Nothing but the text of the records should come back; copy it exactly and leave the pictures out.

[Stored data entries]

--------------------

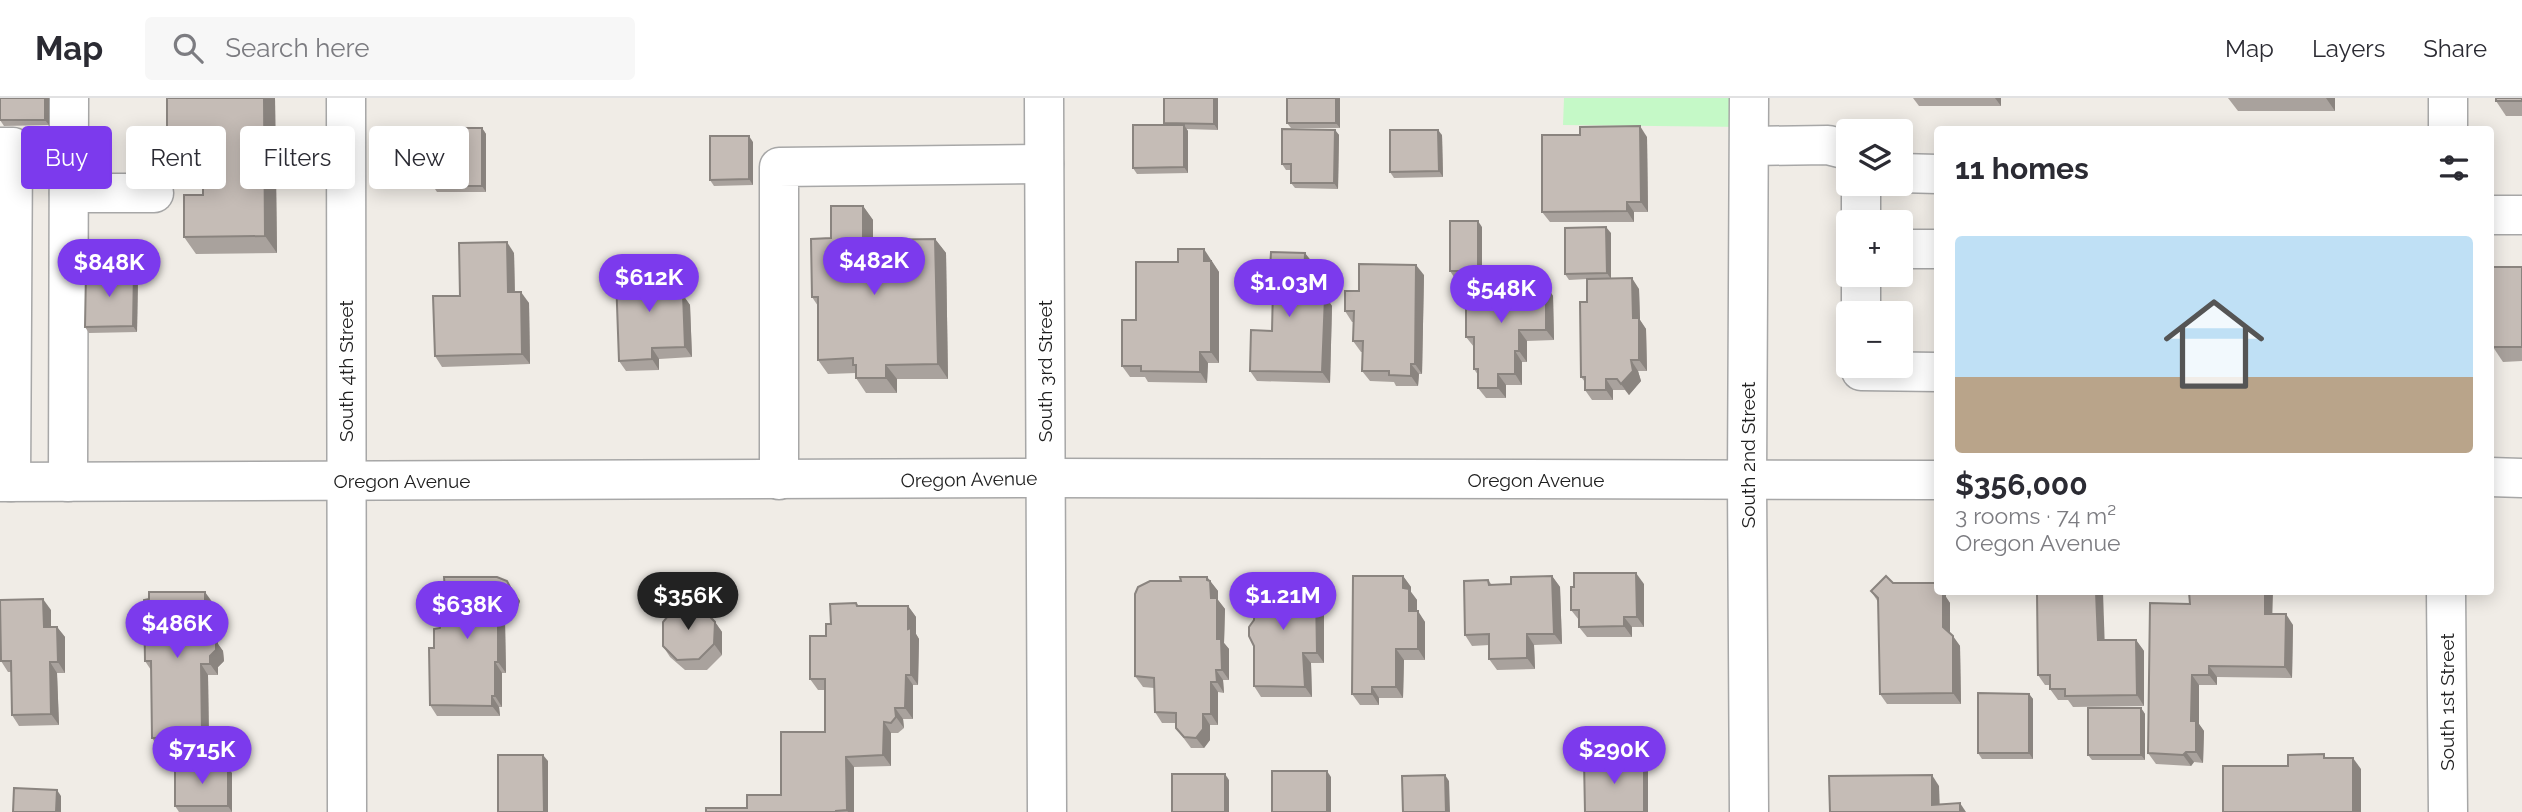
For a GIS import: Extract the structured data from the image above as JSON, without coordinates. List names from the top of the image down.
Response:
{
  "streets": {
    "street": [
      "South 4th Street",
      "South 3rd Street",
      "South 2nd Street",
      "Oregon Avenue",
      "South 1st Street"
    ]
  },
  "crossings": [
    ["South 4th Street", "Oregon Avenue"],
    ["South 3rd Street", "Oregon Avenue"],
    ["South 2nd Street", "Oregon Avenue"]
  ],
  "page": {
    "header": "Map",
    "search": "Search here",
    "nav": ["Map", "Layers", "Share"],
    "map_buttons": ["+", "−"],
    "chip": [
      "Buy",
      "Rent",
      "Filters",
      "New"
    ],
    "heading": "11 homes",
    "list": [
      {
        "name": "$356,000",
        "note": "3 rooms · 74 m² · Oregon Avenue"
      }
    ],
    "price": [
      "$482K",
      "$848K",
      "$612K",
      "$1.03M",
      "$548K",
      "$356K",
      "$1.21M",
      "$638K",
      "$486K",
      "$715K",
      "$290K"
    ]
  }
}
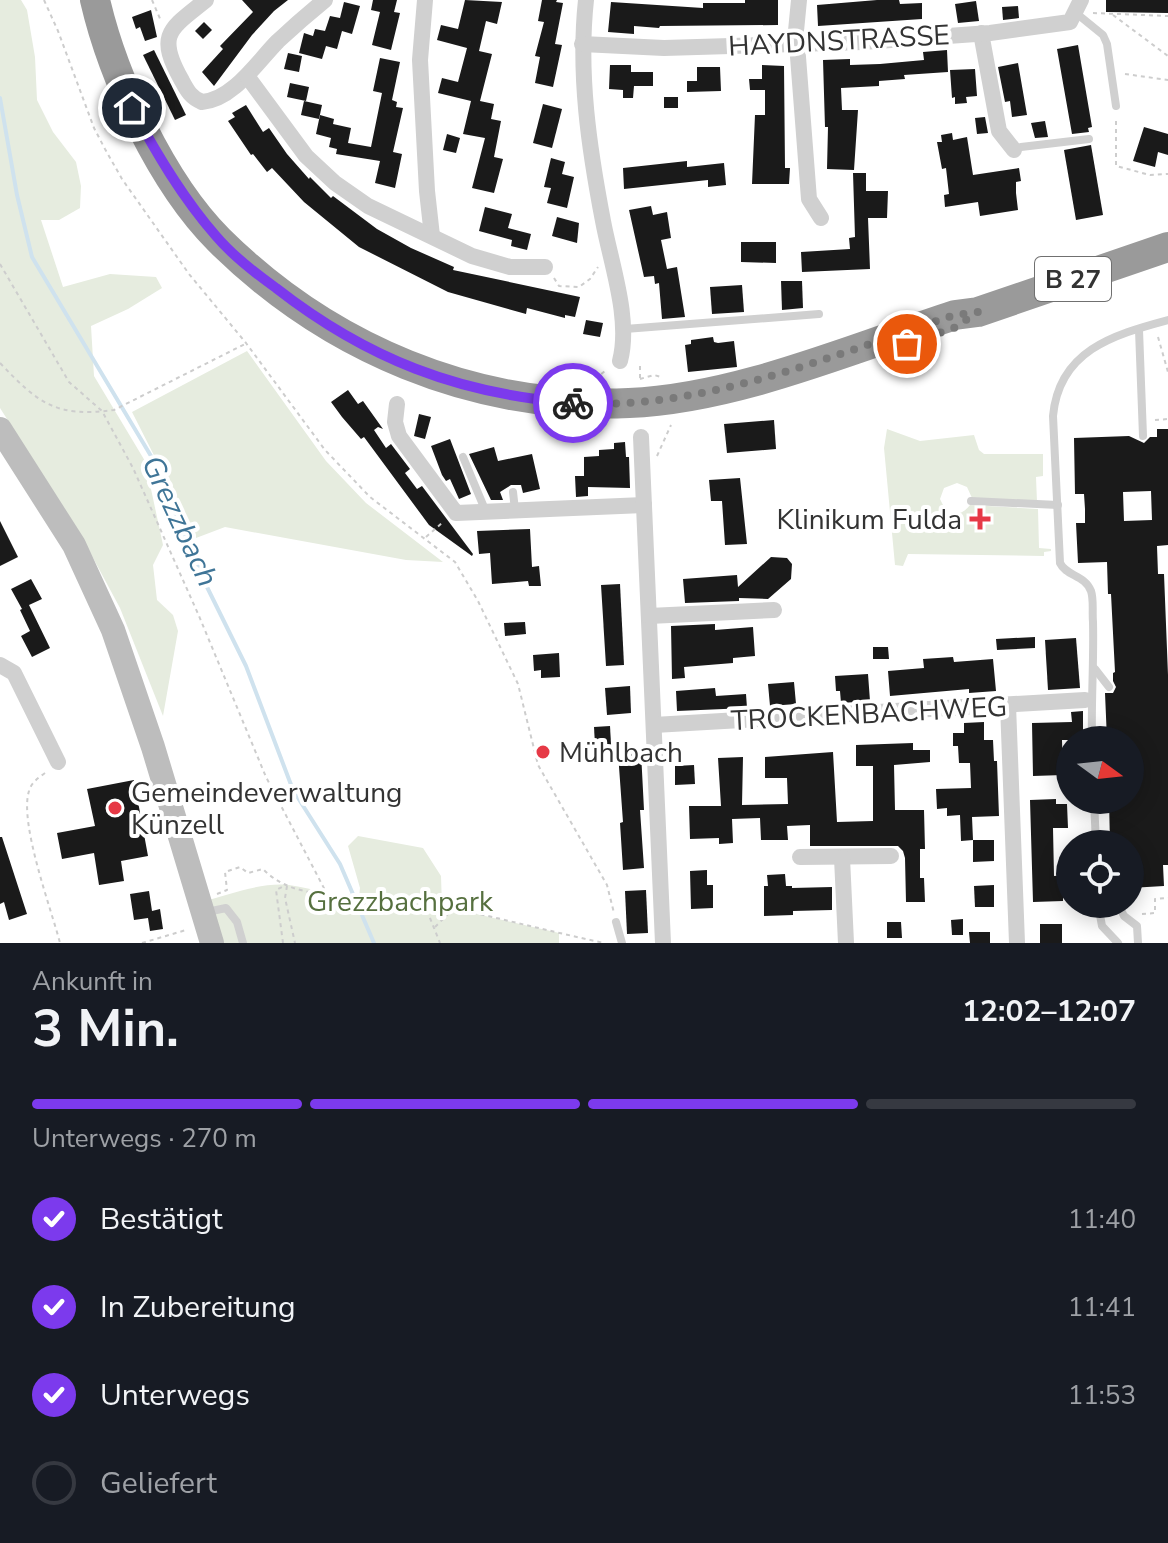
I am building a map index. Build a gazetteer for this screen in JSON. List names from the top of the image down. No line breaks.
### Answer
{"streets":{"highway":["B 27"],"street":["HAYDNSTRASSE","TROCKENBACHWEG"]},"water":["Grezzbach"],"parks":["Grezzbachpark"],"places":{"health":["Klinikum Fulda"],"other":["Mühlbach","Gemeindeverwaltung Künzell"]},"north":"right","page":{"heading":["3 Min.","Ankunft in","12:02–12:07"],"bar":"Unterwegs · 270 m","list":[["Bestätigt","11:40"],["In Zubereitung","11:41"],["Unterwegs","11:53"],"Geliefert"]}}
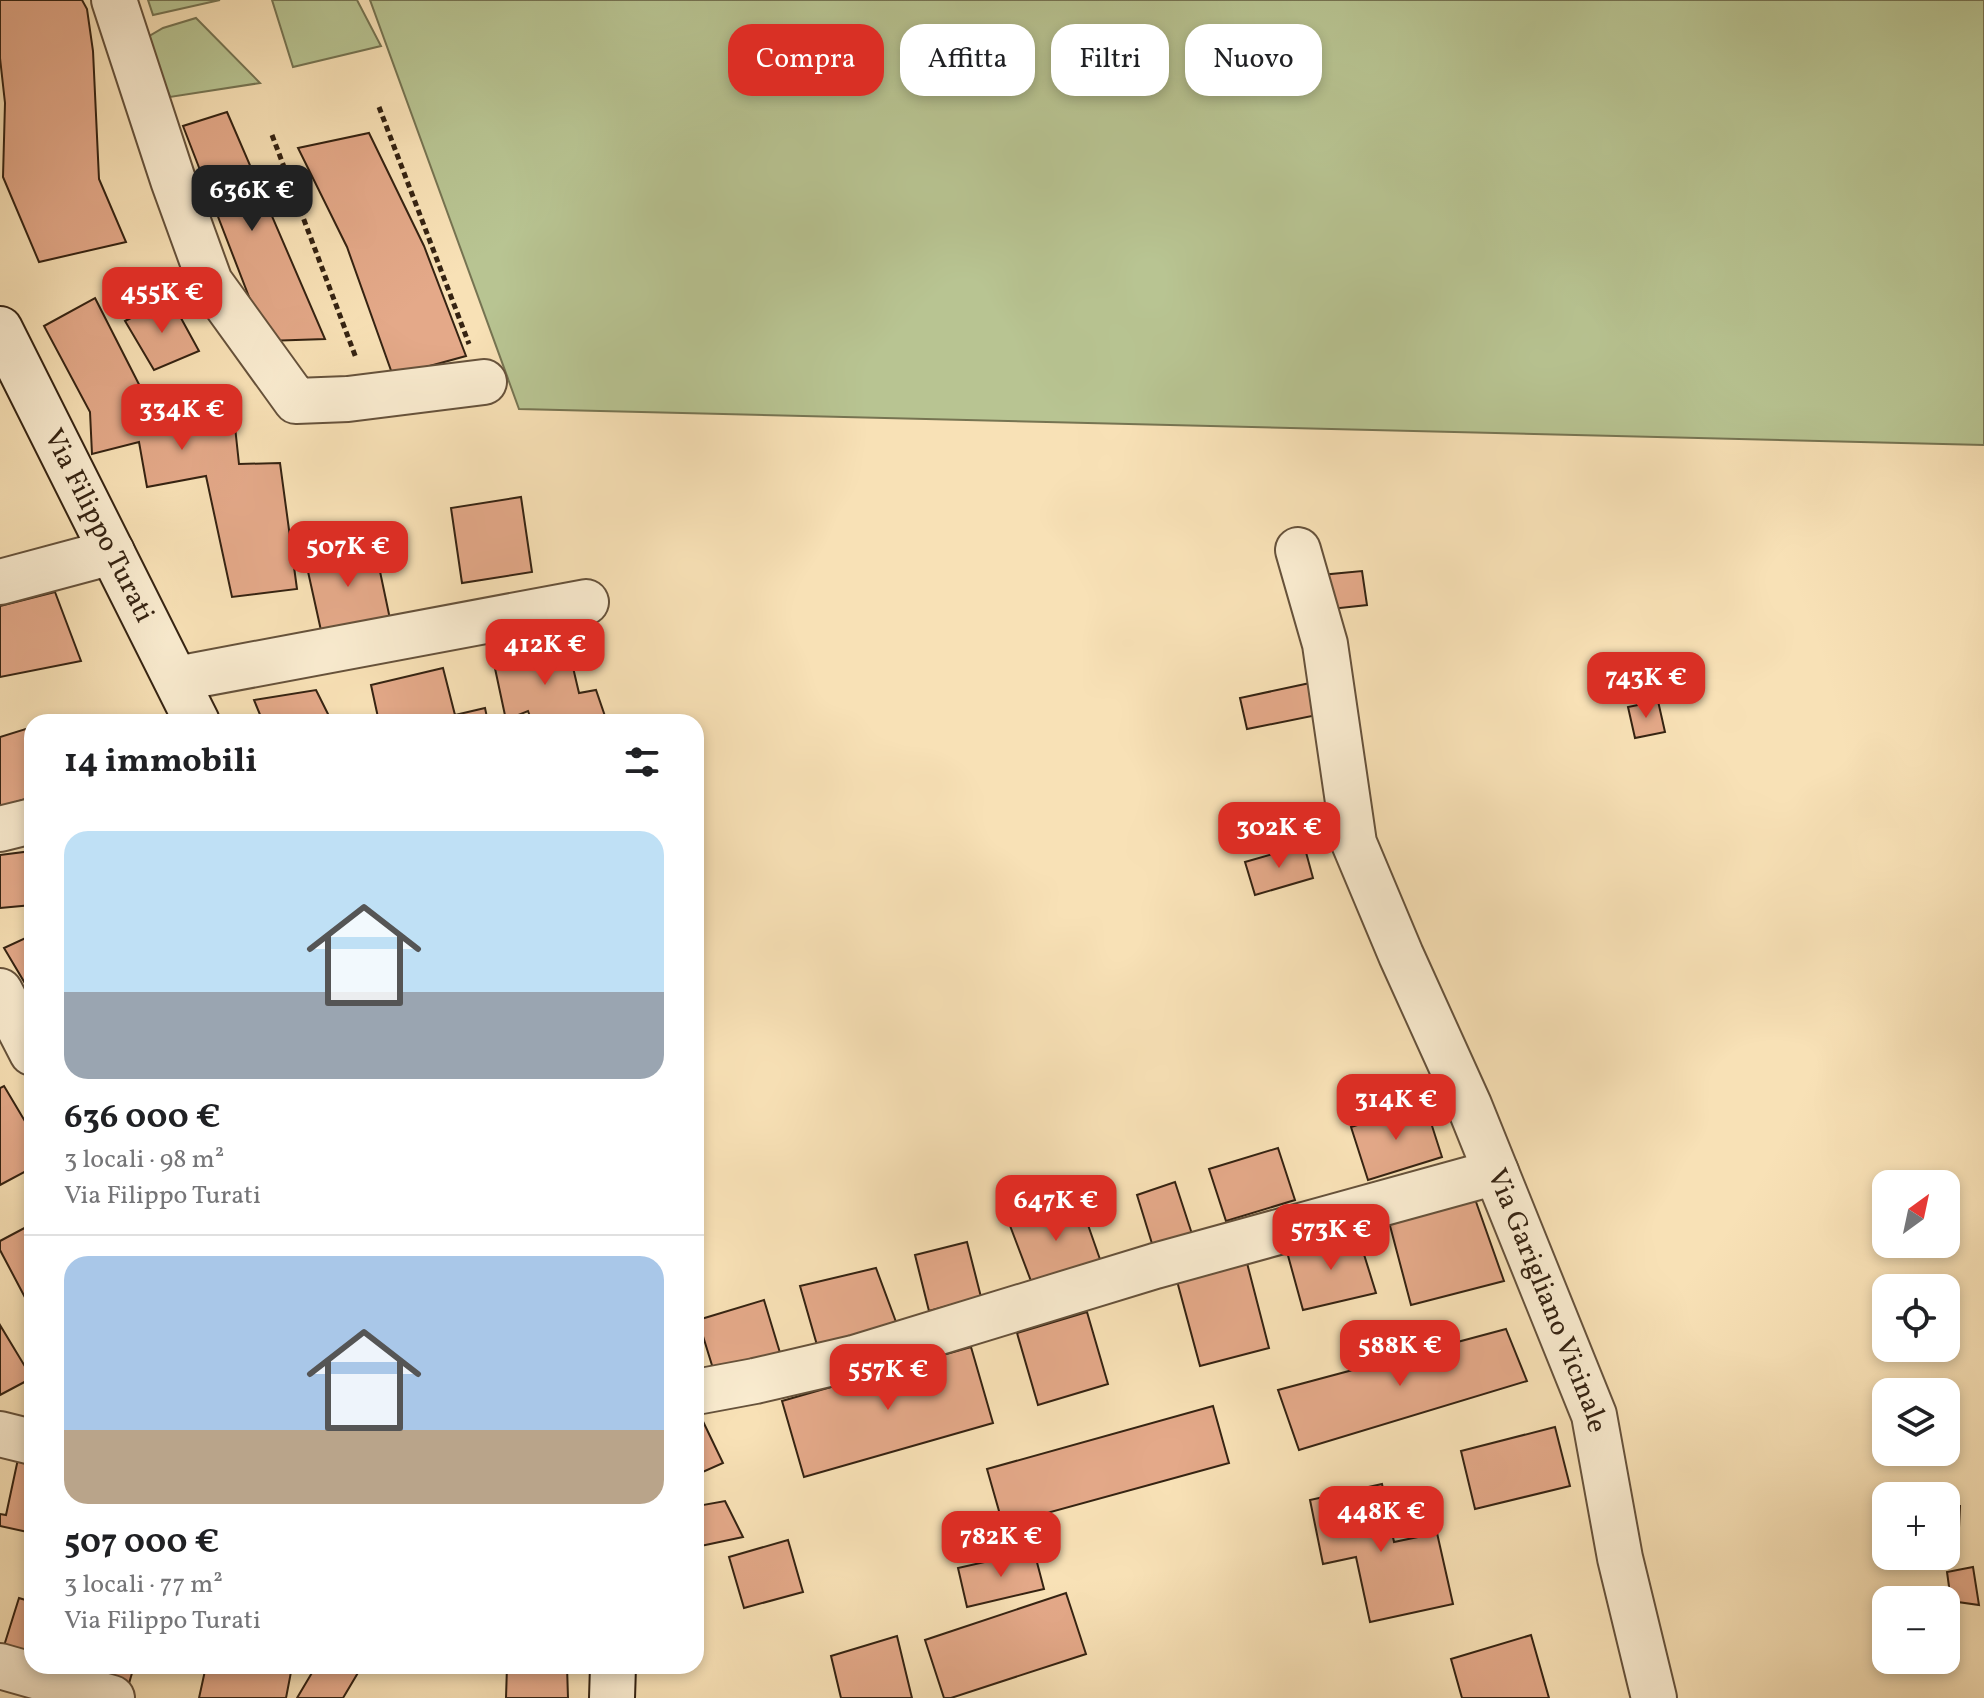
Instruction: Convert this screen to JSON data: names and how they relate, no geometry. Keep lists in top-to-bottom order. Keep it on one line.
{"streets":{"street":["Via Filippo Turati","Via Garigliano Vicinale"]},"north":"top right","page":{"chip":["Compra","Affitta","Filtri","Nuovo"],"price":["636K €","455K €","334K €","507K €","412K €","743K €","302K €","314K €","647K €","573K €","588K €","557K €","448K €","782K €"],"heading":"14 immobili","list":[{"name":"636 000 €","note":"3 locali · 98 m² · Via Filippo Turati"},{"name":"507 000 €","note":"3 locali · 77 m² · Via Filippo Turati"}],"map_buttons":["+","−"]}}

--------------------

- SOLUTION -
For a GIS import: Extract the structured data from the image above as JSON, without coordinates. List names from the top of the image down.
Response:
{
  "streets": {
    "street": [
      "South 4th Street",
      "South 3rd Street",
      "South 2nd Street",
      "Oregon Avenue",
      "South 1st Street"
    ]
  },
  "crossings": [
    ["South 4th Street", "Oregon Avenue"],
    ["South 3rd Street", "Oregon Avenue"],
    ["South 2nd Street", "Oregon Avenue"]
  ],
  "page": {
    "header": "Map",
    "search": "Search here",
    "nav": ["Map", "Layers", "Share"],
    "map_buttons": ["+", "−"],
    "chip": [
      "Buy",
      "Rent",
      "Filters",
      "New"
    ],
    "heading": "11 homes",
    "list": [
      {
        "name": "$356,000",
        "note": "3 rooms · 74 m² · Oregon Avenue"
      }
    ],
    "price": [
      "$482K",
      "$848K",
      "$612K",
      "$1.03M",
      "$548K",
      "$356K",
      "$1.21M",
      "$638K",
      "$486K",
      "$715K",
      "$290K"
    ]
  }
}
I am building a map index. Build a gazetteer for this screen in JSON. List names from the top of the image down. No line breaks.
### Answer
{"streets":{"highway":["B 27"],"street":["HAYDNSTRASSE","TROCKENBACHWEG"]},"water":["Grezzbach"],"parks":["Grezzbachpark"],"places":{"health":["Klinikum Fulda"],"other":["Mühlbach","Gemeindeverwaltung Künzell"]},"north":"right","page":{"heading":["3 Min.","Ankunft in","12:02–12:07"],"bar":"Unterwegs · 270 m","list":[["Bestätigt","11:40"],["In Zubereitung","11:41"],["Unterwegs","11:53"],"Geliefert"]}}
Instruction: Convert this screen to JSON data: names and how they relate, no geometry. Keep lists in top-to-bottom order. Keep it on one line.
{"streets":{"street":["Via Filippo Turati","Via Garigliano Vicinale"]},"north":"top right","page":{"chip":["Compra","Affitta","Filtri","Nuovo"],"price":["636K €","455K €","334K €","507K €","412K €","743K €","302K €","314K €","647K €","573K €","588K €","557K €","448K €","782K €"],"heading":"14 immobili","list":[{"name":"636 000 €","note":"3 locali · 98 m² · Via Filippo Turati"},{"name":"507 000 €","note":"3 locali · 77 m² · Via Filippo Turati"}],"map_buttons":["+","−"]}}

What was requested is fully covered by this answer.